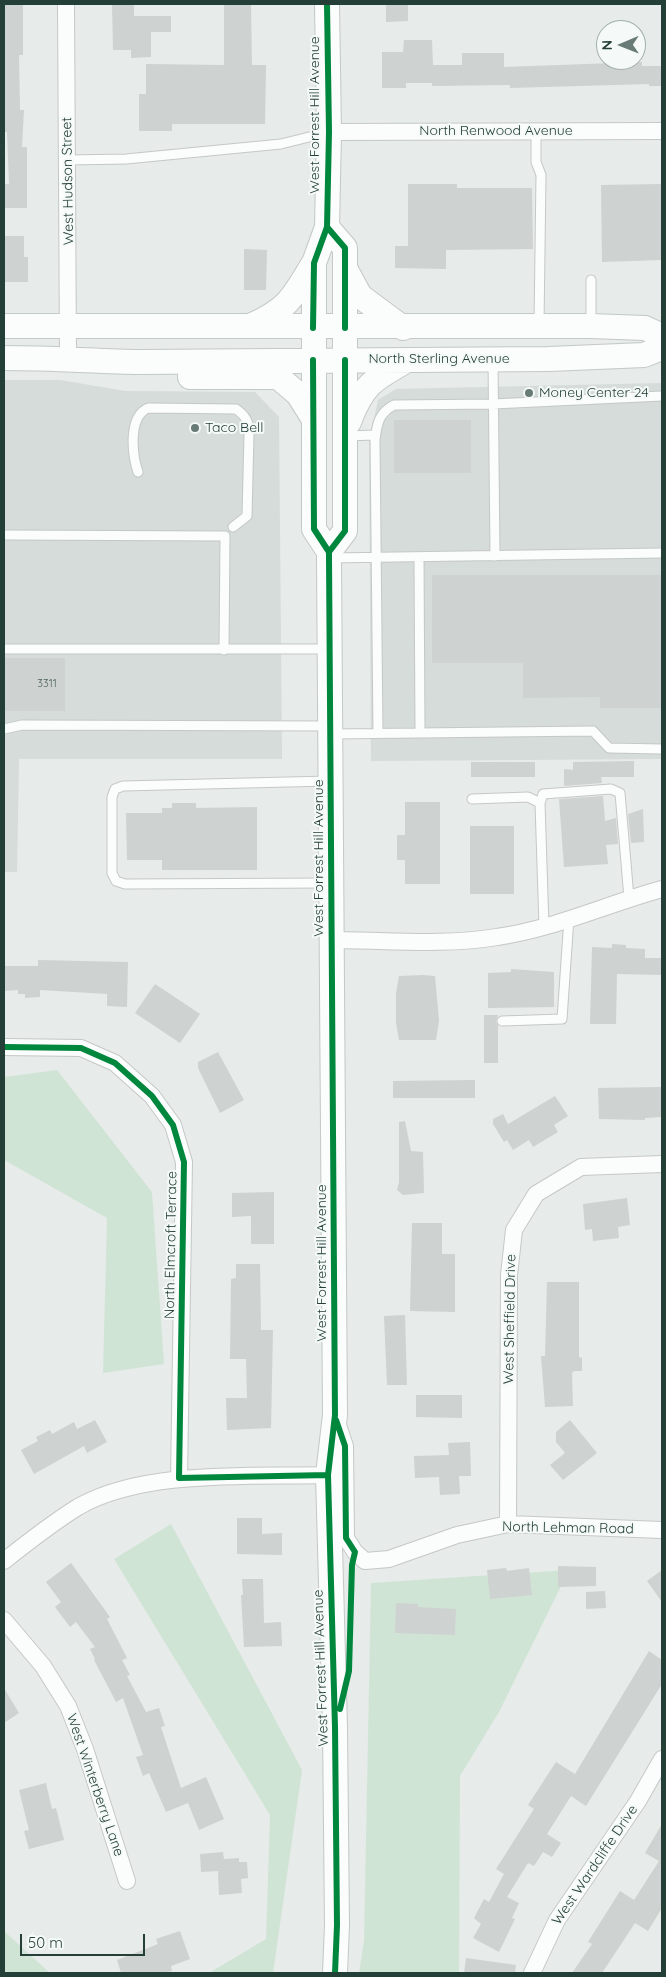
<!DOCTYPE html>
<html>
<head>
<meta charset="utf-8">
<style>
	body { margin:0 }
	#map { position:relative; width:666px; height:1977px; overflow:hidden; background:#e7ebe9; font-family:Quicksand,sans-serif }
	canvas { display:block }
	.frame { position:absolute; inset:0; border:5px solid #243f38; pointer-events:none }
	.north { position:absolute; left:596px; top:20px; width:50px; height:50px; box-sizing:border-box; background:#f5faf8; border:1px solid #a1afab; border-radius:50%; rotate:269deg; font-size:14px; font-weight:700; line-height:20px; text-align:center; color:#243f38 }
	.north::after { content:''; display:block; margin:auto; width:18px; height:22px; background:#687b76; clip-path:polygon(50% 0,100% 100%,50% 72%,0 100%) }
	.scale { position:absolute; left:20px; top:1934px; width:125px; height:22px; box-sizing:border-box; border:2px solid #243f38; border-top:0; padding-left:6px; font-size:15px; line-height:18px; white-space:nowrap; color:#243f38; -webkit-text-stroke:4px #f5faf8; paint-order:stroke }
</style>
</head>
<body>
<div id="map">
<canvas width="666" height="1977"></canvas>
<div class="frame"></div>
<div class="north">N</div>
<div class="scale">50 m</div>
</div>
<script>
const context = document.querySelector('canvas').getContext('2d');
context.lineJoin = 'round';
function paint(path, color) {
  context.fillStyle = color;
  context.fill(path, 'evenodd');
}
function strokePath(path, color, width, dash) {
  context.strokeStyle = color;
  context.lineWidth = width;
  context.lineCap = dash ? 'butt' : 'round';
  context.setLineDash(dash || []);
  context.stroke(path);
}
function write(font, color, halo, rows, align = 'center') {
  context.font = font + ' Quicksand,sans-serif';
  context.lineWidth = 4;
  context.setLineDash([]);
  context.textBaseline = 'middle';
  context.strokeStyle = halo;
  context.fillStyle = color;
  for (const [text, x, y, turn = 0] of rows) {
    context.save();
    context.translate(x, y);
    context.rotate((+turn || 0) * Math.PI / 180);
    context.textAlign = isNaN(turn) ? turn : align;
    if (halo) context.strokeText(text, 0, 0);
    context.fillText(text, 0, 0);
    context.restore();
  }
}
const built = new Path2D(`
	M4 380H60L125 391 255 392 279 417 282 759H19L17 872H4Z
	M662 383V759L371 761 369 442 378 400 396 389Z`);
const green = new Path2D(`
	M57 1070 152 1192 164 1364 103 1373 107 1218 4 1160V1077Z
	M171 1524 302 1770 273 1973H209L266 1939 270 1815 114 1559Z
	M569 1570 499 1712 460 1776 459 1973H359L364 1941 371 1583Z
	M4 1931 50 1973H4Z`);
const building = new Path2D(`
	M4 4H23V55H19L20 110H24L22 147H27V208H4V184H9L7 132H4Z
	M112 4H134V16H171V32H151V57L131 58V50H113Z
	M224 4H251L252 65H266L265 124H172V131H139V94H146V64L224 65Z
	M386 4H408V21L386 22Z
	M404 40H432L433 65H462V53H504V67L642 62V66H662V86H649V84L510 88V85L432 86V83H406V88H382V52H403Z
	M408 184H457V188H532L533 249 446 250V269L395 268V246H408Z
	M662 184V260L602 262 601 185Z
	M4 236H24V257H28V282H4Z
	M244 249 267 250 266 290H244Z
	M394 420H471V473H394Z
	M432 575H662V708H600V697L523 698V663H432Z
	M4 658H65V711H4Z
	M634 761V777H601L602 783 564 786V769L573 770V762Z
	M471 762H535V777H471Z
	M603 796 605 821 616 818 618 844 606 845 608 864 564 867 559 799Z
	M405 802H440V884H405V860H397V835H405Z
	M172 803H196V808L257 807V870H162V860H127L126 813H162V808H172Z
	M643 809 644 842 631 843 628 814Z
	M470 826H514V894H470Z
	M612 944 626 945V948L645 949V958H662V975L617 974 616 1024H590L592 947 612 948Z
	M38 960 128 962 127 1007 107 1006V994L40 990V997L25 998V994H18V990L4 991V966H38Z
	M511 969 554 972V1007L488 1008V973L511 972Z
	M423 975 435 976 439 1021 436 1040H399L396 1023V993L399 976Z
	M155 984 200 1014 180 1043 135 1013Z
	M484 1015H498L496 1021 498 1026V1063H484Z
	M218 1052 244 1100 220 1113 198 1068V1062Z
	M475 1080V1098H393V1081Z
	M662 1087V1117L645 1118V1120L599 1119 598 1088Z
	M555 1096 568 1116 554 1125 558 1132 533 1147 529 1140 513 1150 507 1140 504 1142 493 1124V1119L503 1114 508 1124Z
	M405 1121 411 1151 423 1152 424 1193 403 1195 397 1190 399 1182V1122Z
	M274 1192V1244H251V1216L232 1217V1193Z
	M627 1198 630 1225 618 1227 619 1238 593 1241 592 1229 585 1230 583 1204Z
	M412 1223H442V1254H455V1312L410 1311Z
	M236 1264H260L261 1330H273L271 1428 227 1430 226 1398H247L246 1359H230L231 1279 236 1278Z
	M547 1282H579V1357L582 1358V1371H574L572 1373 573 1406 545 1407 541 1356H545Z
	M405 1315 407 1385H387L384 1316Z
	M416 1395H462V1418L416 1417Z
	M95 1420 107 1442 87 1453 84 1446 34 1474 21 1450 38 1441 36 1437 50 1430 52 1434 74 1422 77 1429Z
	M570 1420 597 1453 563 1480 550 1465 565 1453 556 1442V1432Z
	M470 1442 471 1476H459L460 1494 440 1495 439 1477 415 1478 414 1456 449 1455 448 1443Z
	M237 1518H262V1534L282 1533V1555L237 1554Z
	M71 1563 110 1617 107 1619 127 1658 122 1660 130 1675 127 1676 146 1712 159 1708 165 1726 161 1727 181 1788 206 1777 224 1819 199 1830 188 1803 166 1812 149 1773 143 1776 136 1757 143 1755 123 1698 116 1702 94 1660 95 1659 90 1649 95 1647 76 1622 70 1627 55 1607 61 1602 46 1582Z
	M558 1566 596 1567V1586L558 1587Z
	M506 1568 507 1571 529 1568 532 1595 490 1599 487 1570Z
	M662 1570V1602L647 1581Z
	M242 1579H263L264 1623 281 1622 282 1646 244 1647 241 1595H243Z
	M605 1591 606 1608 586 1609V1592Z
	M396 1603 418 1604V1607L456 1609 455 1635 395 1633Z
	M649 1651 662 1660V1684L586 1806 571 1796 547 1834 561 1843 552 1857 543 1852 534 1866 528 1863 507 1897 519 1903 512 1918 515 1919 499 1952 473 1938 481 1924 474 1918 484 1899 489 1902 504 1874 496 1869 534 1809 528 1805 556 1762 575 1774Z
	M4 1688 19 1713 4 1723Z
	M46 1783 52 1809 56 1808 64 1840 29 1849 24 1831 29 1830 19 1790Z
	M662 1824V1908L648 1931 635 1923 602 1973H572L592 1944 588 1942 620 1891 634 1900 659 1861 645 1853Z
	M223 1852 224 1859 239 1858V1862H247L248 1878 241 1879 242 1893 219 1895 218 1871 201 1872 200 1854Z
	M180 1931 190 1959 171 1966 172 1971 164 1973H121L117 1960 158 1944 156 1939Z
	M466 1958 516 1965 515 1973H464Z`);
const lane = new Path2D(`
	M536 132V162L541 175 539 324
	M68 160 126 159 281 144 329 132
	M591 280V326
	M493 359 495 556
	M346 436 375 435
	M138 472C132 454 128 417 148 408L236 409C246 416 249 422 249 434L247 516 233 527
	M4 535 225 536 224 650
	M419 557 420 733
	M330 558 662 553
	M4 649H330
	M4 729 22 725 330 726
	M378 733 375 440C377 423 379 413 394 405L493 404 662 396
	M331 734 593 731 609 748 662 749
	M329 781 123 786 115 789 112 797V873L116 881 125 884 331 883
	M472 799 528 797 540 803
	M544 927 540 803 543 794 611 789 620 793 629 898
	M502 1021 562 1019 569 918`);
const street = new Path2D(`
	M66 4 68 358
	M329 132 662 131
	M332 940C386 940 444 946 497 937 554 929 607 904 662 889
	M4 1047 81 1048 115 1063 152 1096 173 1125 184 1162 179 1478
	M337 1422 345 1446 346 1538 355 1552 365 1561 389 1559 457 1535 508 1524 662 1530
	M508 1524 509 1275 514 1230 536 1194 581 1167 662 1164
	M4 1561C28 1542 52 1523 78 1507 143 1469 253 1477 328 1475
	M4 1620 43 1666 68 1706 85 1749 127 1881
	M532 1973 557 1920 638 1801 662 1759`);
const secondary = new Path2D(`
	M327 4 329 132 327 227 314 263V529L329 552V558L335 1415 328 1475 335 1727 337 1925 335 1973
	M327 227 345 248V531L329 552
	M346 270 360 296 403 328
	M4 326H591L645 328 662 336
	M250 326C287 310 293 298 313 264
	M4 358C50 358 95 361 141 362L549 359 644 355 662 348
	M190 377H278L298 394 313 418
	M349 422C363 384 374 379 408 360`);
const cycleway = new Path2D(`
	M327 227 345 248V328
	M313 328 314 263 327 227 329 132 327 4
	M313 360 314 529 329 552V558L335 1415 328 1475 335 1727 337 1925 335 1973
	M329 552 345 531V360
	M4 1047 81 1048 115 1063 152 1096 173 1125 184 1162 179 1478 328 1475
	M336 1420 345 1446 346 1538 355 1552 352 1565 349 1671 340 1709`);
const markers = [
	[529,393,5,"#687b76"],
	[195,428,5,"#687b76"]
];
const numberNames = [
	["3311",47,684]
];
const streetNames = [
	["West Forrest Hill Avenue",315,115,-90],
	["North Renwood Avenue",496,131],
	["West Hudson Street",68,181,-91],
	["North Sterling Avenue",439,359],
	["West Forrest Hill Avenue",319,858,-90],
	["North Elmcroft Terrace",171,1245,-89],
	["West Forrest Hill Avenue",322,1263,-90],
	["West Sheffield Drive",510,1319,-89],
	["North Lehman Road",568,1528,1],
	["West Forrest Hill Avenue",321,1668,-92],
	["West Winterberry Lane",95,1785,71],
	["West Wardcliffe Drive",595,1865,-56]
];
const poiNames = [
	["Money Center 24",539,393],
	["Taco Bell",205,428]
];
paint(built, '#d5dcd9');
paint(green, '#d0e4d6');
paint(building, '#ced2d0');
strokePath(lane, '#c4c8c6', 11);
strokePath(street, '#c4c8c6', 18);
strokePath(secondary, '#c2c9c6', 26);
strokePath(lane, '#fbfcfc', 9);
strokePath(street, '#fbfcfc', 16);
strokePath(secondary, '#fbfcfc', 24);
strokePath(cycleway, '#00873e', 6);
for (const [x, y, r, color] of markers) {
  const dot = new Path2D();
  dot.arc(x, y, r, 0, 2 * Math.PI);
  context.fillStyle = color;
  context.fill(dot);
  strokePath(dot, '#f5faf8', 2);
}
write('11px', '#4f645f', null, numberNames);
write('14px', '#243f38', '#f5faf8', streetNames);
write('14px', '#243f38', '#f5faf8', poiNames, 'left');
</script>
</body>
</html>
§ §
▶ Work task
Filter the listing above by the word "lineWidth"; copy each line that passes.

▶ Problem solution
  context.lineWidth = width;
  context.lineWidth = 4;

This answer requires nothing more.